Les biais entre hommes et femmes dans l'attribution des fonds de recherche ont des répercussions individuelles et collectives et ils nuisent à l'optimisation des investissements publics en recherche, estime Holly Witteman.
Depuis, ce projet d'article a fait beaucoup de chemin. Un an jour pour jour après la diffusion d'un reportage du Fil sur cette étude et trois jours avant la Journée internationale des femmes et des filles de science, la professeure Witteman est à Londres aujourd'hui pour participer, à l'invitation de la revue The Lancet, au lancement d'un numéro spécial sur la place des femmes en sciences, en médecine et en santé globale. Son étude figure parmi les 11 articles de recherche et de synthèse sélectionnés par les responsables de cette publication.
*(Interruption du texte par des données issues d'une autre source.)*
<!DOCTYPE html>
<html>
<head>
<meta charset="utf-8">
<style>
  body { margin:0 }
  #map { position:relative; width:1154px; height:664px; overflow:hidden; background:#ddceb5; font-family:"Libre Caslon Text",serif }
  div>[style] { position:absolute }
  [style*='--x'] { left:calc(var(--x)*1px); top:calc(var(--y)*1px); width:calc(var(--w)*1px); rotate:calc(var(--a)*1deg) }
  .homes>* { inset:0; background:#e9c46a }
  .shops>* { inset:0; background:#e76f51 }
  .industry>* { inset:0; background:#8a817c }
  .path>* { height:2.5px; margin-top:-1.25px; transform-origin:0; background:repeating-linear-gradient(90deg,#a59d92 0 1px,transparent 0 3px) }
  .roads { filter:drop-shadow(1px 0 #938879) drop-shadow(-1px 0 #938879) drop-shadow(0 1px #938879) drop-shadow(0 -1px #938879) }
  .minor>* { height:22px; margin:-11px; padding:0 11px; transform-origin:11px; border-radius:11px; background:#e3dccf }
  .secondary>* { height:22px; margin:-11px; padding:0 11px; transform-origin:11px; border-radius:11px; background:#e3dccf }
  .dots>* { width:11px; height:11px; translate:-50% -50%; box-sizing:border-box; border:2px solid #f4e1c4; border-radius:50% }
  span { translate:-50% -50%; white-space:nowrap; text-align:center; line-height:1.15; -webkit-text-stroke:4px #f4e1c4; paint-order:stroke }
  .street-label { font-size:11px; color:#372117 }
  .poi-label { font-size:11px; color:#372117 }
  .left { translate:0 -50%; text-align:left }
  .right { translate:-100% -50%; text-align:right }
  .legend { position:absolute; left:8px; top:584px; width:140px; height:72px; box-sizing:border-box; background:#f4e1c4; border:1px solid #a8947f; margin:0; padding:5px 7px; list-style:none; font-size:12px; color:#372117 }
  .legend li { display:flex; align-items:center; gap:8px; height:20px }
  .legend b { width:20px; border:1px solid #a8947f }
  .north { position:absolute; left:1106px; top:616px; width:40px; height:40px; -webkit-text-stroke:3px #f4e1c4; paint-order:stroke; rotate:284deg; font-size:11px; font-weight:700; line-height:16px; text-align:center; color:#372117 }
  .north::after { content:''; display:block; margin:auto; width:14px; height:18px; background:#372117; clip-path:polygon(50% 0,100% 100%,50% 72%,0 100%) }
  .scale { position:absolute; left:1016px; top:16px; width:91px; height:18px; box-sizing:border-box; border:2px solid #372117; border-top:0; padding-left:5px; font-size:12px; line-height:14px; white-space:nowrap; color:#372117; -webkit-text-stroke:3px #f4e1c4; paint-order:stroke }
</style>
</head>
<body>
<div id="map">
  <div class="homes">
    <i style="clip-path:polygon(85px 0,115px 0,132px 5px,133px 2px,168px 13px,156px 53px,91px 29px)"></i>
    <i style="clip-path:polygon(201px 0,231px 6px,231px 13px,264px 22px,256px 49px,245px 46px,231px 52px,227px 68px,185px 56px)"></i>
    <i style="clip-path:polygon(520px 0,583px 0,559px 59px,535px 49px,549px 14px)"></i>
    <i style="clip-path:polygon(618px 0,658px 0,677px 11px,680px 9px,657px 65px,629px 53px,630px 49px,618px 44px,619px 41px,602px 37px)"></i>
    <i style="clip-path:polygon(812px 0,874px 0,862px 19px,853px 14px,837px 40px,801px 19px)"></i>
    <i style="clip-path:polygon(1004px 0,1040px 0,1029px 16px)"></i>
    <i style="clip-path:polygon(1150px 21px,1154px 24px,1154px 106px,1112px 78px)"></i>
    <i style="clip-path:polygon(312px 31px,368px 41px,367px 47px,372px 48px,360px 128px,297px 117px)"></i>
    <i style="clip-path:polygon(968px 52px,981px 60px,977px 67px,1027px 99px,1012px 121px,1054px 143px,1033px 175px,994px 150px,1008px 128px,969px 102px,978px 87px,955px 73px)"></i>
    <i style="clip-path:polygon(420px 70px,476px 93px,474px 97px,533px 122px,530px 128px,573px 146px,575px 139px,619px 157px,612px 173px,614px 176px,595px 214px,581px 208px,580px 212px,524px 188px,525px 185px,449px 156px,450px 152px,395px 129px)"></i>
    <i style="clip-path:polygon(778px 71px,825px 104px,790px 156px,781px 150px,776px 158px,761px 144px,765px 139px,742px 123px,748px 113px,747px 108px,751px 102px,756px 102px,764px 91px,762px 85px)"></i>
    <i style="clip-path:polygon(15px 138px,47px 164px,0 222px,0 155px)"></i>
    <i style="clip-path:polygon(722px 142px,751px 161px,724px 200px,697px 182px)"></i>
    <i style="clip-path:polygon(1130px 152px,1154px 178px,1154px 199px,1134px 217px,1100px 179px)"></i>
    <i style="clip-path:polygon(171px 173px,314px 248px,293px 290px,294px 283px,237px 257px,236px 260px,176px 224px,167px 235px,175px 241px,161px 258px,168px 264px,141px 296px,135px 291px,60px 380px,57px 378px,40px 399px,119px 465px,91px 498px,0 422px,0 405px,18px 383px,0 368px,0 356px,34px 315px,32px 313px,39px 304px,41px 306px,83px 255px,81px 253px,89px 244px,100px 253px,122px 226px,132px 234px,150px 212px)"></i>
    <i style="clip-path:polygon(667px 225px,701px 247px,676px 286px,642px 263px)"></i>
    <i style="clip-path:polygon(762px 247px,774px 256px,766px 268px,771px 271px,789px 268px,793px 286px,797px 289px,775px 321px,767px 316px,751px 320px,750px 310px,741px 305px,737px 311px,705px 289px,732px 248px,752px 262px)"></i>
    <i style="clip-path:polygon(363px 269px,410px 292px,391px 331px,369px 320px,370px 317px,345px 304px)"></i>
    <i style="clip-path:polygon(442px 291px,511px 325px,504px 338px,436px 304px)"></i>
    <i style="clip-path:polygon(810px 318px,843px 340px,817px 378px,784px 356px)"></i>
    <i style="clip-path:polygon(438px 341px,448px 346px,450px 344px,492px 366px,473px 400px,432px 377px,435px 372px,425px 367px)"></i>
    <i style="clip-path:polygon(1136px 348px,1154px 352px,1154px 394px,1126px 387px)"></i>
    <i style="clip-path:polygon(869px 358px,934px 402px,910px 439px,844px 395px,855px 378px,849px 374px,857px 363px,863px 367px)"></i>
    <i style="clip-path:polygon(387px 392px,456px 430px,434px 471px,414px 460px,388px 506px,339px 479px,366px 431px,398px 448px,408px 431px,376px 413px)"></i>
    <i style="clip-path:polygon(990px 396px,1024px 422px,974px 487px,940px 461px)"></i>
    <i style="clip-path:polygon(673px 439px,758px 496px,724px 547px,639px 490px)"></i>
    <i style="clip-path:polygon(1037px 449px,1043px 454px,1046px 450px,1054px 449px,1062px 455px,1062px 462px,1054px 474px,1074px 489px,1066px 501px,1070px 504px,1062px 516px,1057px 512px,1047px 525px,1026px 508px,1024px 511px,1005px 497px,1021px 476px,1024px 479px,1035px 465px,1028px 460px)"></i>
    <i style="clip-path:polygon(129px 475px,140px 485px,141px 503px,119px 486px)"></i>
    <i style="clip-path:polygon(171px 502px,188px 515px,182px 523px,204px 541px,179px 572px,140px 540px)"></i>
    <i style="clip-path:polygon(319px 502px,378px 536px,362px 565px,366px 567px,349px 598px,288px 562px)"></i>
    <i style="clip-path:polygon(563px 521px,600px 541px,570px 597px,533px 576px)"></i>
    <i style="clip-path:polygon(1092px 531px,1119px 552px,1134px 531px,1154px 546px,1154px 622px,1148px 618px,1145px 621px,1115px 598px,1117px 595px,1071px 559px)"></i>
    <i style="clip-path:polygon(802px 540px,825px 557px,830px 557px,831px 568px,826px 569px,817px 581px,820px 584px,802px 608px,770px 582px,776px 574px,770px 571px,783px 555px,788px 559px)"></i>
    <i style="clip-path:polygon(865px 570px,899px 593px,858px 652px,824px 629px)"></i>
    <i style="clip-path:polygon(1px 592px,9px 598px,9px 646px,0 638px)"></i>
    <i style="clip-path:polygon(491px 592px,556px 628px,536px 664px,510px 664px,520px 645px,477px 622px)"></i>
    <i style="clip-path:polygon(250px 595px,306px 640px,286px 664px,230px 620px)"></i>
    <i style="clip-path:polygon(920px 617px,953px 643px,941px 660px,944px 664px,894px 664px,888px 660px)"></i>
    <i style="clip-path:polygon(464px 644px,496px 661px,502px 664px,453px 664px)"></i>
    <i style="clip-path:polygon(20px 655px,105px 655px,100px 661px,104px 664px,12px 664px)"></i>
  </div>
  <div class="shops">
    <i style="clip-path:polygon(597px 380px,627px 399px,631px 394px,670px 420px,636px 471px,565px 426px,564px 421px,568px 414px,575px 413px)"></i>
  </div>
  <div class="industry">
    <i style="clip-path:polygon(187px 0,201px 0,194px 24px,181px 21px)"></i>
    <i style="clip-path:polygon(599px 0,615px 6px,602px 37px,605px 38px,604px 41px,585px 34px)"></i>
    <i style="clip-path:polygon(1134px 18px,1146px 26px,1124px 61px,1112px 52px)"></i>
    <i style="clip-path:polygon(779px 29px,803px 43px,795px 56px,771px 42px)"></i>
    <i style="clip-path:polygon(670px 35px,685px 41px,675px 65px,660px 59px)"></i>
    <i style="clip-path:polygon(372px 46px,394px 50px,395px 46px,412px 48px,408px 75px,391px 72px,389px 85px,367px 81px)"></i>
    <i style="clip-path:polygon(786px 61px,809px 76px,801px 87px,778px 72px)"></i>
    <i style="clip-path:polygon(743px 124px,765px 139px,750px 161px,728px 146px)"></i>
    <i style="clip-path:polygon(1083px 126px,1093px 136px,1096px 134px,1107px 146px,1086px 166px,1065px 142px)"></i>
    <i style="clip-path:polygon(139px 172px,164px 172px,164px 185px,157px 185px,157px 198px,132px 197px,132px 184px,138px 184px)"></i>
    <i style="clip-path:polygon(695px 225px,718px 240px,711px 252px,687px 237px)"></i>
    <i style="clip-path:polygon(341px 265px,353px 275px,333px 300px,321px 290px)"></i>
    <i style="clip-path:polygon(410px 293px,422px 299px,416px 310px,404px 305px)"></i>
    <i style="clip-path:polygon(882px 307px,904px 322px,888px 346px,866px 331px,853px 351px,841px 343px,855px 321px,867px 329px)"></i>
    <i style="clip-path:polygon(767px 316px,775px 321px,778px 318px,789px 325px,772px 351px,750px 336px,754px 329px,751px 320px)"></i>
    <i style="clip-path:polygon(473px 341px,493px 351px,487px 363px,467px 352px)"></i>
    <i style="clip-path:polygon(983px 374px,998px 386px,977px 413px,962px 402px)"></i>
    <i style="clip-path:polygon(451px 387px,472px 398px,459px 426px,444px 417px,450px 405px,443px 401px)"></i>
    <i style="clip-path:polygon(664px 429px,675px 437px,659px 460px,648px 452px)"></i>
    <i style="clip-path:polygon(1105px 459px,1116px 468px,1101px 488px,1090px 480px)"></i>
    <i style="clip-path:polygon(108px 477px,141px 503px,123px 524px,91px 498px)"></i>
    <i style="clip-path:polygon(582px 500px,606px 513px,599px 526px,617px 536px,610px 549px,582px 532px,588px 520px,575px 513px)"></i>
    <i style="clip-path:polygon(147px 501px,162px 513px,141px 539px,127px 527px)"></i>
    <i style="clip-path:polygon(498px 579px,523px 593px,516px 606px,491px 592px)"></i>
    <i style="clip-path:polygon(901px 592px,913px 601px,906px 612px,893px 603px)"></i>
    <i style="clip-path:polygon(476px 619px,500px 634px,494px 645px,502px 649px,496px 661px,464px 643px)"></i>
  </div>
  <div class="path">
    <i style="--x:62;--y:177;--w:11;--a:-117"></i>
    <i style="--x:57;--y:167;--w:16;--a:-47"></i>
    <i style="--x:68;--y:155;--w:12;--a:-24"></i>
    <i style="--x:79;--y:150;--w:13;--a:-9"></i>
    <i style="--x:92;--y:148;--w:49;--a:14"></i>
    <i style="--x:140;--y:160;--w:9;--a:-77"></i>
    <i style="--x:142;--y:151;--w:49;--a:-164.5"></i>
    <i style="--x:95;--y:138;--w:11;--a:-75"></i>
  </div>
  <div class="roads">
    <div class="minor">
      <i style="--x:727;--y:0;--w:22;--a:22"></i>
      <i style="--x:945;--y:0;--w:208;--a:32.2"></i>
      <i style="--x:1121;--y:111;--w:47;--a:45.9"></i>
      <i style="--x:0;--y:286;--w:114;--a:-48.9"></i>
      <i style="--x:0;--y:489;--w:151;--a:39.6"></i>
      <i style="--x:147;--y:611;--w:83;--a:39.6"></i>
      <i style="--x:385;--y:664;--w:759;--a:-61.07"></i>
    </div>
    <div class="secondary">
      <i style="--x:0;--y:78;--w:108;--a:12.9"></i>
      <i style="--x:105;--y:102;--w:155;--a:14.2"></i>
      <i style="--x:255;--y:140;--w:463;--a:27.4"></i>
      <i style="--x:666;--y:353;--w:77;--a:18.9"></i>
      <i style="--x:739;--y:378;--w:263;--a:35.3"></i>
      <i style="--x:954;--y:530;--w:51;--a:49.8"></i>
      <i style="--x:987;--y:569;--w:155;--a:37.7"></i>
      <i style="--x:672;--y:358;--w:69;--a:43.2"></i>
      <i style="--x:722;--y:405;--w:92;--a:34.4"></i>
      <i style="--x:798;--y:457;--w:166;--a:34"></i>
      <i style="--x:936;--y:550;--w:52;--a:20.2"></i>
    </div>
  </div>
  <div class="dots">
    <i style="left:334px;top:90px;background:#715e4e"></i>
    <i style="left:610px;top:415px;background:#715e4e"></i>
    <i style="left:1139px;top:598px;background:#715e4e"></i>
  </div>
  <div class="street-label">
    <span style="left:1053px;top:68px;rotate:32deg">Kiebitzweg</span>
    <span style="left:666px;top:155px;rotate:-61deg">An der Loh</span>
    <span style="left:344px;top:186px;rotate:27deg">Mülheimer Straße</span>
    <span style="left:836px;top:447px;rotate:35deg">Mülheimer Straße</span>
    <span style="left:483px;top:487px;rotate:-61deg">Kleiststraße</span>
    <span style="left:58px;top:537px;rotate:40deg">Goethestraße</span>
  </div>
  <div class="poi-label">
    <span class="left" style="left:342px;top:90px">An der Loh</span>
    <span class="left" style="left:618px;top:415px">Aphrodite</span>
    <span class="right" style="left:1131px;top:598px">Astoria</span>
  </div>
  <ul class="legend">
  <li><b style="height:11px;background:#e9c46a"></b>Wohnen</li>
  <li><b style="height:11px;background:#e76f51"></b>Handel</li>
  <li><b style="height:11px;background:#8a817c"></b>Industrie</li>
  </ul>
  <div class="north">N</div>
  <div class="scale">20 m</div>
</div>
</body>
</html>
Considérant le thème du numéro ainsi que le sujet de l'étude de la professeure Witteman, ce choix éditorial se comprend facilement.
La chercheuse et ses collaborateurs ont profité d'un changement implanté en 2014 par les Instituts de recherche en santé du Canada (IRSC) pour étudier la question des écarts hommes-femmes dans l'attribution des subventions, un phénomène observé par la plupart des organismes subventionnaires dans le monde. Les IRSC avaient alors remplacé leur programme ouvert de subventions de fonctionnement par deux nouveaux programmes, l'un donnant prépondérance au dossier des candidats et l'autre à la qualité des projets soumis.
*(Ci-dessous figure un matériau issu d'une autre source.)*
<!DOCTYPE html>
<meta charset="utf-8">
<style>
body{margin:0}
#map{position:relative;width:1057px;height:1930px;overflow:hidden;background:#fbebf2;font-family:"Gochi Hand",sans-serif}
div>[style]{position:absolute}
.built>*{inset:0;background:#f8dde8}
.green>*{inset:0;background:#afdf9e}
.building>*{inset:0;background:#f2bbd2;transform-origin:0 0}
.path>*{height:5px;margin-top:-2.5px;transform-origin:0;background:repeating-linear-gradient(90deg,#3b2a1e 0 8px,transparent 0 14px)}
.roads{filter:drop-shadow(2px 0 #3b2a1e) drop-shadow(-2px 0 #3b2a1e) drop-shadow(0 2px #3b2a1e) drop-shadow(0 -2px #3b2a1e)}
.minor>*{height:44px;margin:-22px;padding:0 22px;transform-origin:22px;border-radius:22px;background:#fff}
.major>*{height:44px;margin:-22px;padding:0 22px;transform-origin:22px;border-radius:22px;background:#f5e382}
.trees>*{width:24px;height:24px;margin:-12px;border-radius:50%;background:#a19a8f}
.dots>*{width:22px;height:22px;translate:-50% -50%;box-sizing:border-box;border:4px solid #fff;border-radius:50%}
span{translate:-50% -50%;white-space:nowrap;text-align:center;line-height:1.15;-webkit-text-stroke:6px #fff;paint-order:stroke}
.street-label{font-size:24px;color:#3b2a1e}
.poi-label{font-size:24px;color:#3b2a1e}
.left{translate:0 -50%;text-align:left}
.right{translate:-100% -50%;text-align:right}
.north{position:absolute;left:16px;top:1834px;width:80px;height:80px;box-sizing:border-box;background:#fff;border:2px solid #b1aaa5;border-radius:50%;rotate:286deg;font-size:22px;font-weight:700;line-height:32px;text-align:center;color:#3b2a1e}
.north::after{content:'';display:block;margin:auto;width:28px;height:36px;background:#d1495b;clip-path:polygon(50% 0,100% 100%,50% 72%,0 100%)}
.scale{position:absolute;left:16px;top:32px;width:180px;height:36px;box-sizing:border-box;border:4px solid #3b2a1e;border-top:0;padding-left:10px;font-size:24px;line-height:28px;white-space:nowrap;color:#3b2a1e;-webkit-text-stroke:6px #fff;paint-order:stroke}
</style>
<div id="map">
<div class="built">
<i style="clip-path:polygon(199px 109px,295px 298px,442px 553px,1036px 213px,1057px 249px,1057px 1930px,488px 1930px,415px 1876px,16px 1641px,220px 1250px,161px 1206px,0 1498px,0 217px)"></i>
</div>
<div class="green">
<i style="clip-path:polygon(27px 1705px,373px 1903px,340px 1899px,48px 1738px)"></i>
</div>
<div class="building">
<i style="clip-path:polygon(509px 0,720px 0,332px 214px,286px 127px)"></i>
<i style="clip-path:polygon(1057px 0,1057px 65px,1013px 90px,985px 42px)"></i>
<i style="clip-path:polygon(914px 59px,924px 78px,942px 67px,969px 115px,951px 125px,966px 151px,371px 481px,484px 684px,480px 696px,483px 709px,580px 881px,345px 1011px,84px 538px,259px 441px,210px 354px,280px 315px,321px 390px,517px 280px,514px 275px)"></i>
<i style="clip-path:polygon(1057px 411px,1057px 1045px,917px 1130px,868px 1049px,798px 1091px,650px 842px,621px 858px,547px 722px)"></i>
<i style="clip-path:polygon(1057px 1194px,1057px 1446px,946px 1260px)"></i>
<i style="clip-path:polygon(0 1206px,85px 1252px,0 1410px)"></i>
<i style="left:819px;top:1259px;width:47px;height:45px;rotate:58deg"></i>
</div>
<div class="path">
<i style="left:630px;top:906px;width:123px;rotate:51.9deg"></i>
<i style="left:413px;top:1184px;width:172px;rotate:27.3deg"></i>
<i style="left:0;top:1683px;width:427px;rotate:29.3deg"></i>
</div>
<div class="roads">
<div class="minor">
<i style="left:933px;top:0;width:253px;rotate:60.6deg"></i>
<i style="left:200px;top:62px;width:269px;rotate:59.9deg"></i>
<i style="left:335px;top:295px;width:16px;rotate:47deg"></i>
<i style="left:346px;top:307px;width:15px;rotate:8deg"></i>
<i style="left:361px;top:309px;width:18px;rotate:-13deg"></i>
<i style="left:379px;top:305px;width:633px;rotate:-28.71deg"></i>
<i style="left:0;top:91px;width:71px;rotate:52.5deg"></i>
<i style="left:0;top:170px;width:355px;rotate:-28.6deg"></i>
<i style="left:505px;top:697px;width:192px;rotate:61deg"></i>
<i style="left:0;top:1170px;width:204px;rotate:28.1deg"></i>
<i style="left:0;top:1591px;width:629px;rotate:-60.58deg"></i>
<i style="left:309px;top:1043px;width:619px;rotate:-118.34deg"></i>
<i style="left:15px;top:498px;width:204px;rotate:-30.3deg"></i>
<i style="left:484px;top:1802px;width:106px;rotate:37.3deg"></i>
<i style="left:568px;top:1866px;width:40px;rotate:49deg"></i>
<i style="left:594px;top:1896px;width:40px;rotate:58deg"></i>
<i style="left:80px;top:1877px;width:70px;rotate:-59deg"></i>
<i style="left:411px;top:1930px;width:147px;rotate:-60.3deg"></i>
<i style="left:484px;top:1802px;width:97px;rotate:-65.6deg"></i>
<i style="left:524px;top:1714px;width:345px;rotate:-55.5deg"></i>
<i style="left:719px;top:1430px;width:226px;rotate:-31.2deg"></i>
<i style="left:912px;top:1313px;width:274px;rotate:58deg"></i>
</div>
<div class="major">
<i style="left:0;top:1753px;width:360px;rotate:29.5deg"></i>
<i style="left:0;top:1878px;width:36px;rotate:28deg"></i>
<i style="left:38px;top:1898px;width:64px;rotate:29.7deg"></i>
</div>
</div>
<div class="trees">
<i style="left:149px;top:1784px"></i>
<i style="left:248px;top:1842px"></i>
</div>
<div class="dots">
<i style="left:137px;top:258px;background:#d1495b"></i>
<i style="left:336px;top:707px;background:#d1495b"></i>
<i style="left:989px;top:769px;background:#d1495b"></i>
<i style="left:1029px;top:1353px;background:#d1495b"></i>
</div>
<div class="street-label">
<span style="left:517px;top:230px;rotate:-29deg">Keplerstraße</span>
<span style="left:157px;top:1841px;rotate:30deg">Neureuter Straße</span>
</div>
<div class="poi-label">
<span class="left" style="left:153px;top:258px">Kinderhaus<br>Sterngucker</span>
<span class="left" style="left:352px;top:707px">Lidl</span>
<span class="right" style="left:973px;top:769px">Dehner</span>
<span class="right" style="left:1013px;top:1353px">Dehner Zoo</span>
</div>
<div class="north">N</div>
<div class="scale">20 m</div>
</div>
Les analyses de quelque 24 000 demandes de subventions ont révélé que le taux de succès des femmes est presque quatre points de pourcentage plus bas que celui des hommes au programme évalué prioritairement sur le dossier du demandeur. Par contre, au programme qui repose davantage sur la qualité du projet, le taux de succès des femmes est comparable à celui des hommes. Le plus faible taux de succès des femmes dans la plupart des programmes de subventions dépendrait donc, en partie ou totalement, de la façon dont est évalué leur dossier de réalisations et non de la qualité scientifique de leurs demandes.
Cette conclusion suggère qu'il existe des biais dans le processus d'évaluation des demandes de subvention et que ces biais pénalisent les femmes. «Les conséquences de ces biais sont que les fonds ne sont pas toujours attribués aux meilleurs projets de recherche, que des projets de recherche intéressants ne peuvent pas être réalisés, que des chercheuses ne peuvent pas exprimer leur plein potentiel et que les organismes subventionnaires n'optimisent pas les investissements publics en recherche», commente la professeure Witteman.
The Lancet présente le 8 février une activité officielle pour marquer le lancement de son numéro spécial. La professeure Witteman a été invitée à exposer les grandes lignes de son étude et à partager ses réflexions sur les obstacles auxquels doivent toujours faire face les femmes en sciences. Deux autres membres de la Faculté de médecine, la professeure Joyce Dogba et la chercheuse postdoctorale Ruth Ndjaboué, comptent au nombre des 150 personnes qui participent à l'activité. Il est possible d'en suivre le déroulement en direct le 8 février de 5h à 11h.
Le contenu complet du numéro spécial Advancing women in science, medicine and global health sera accessible en ligne dès le 8 février sur le site de la revue The Lancet. Rappelons que le facteur d'impact de cette revue en fait la deuxième plus influente publication dans le domaine de la médecine.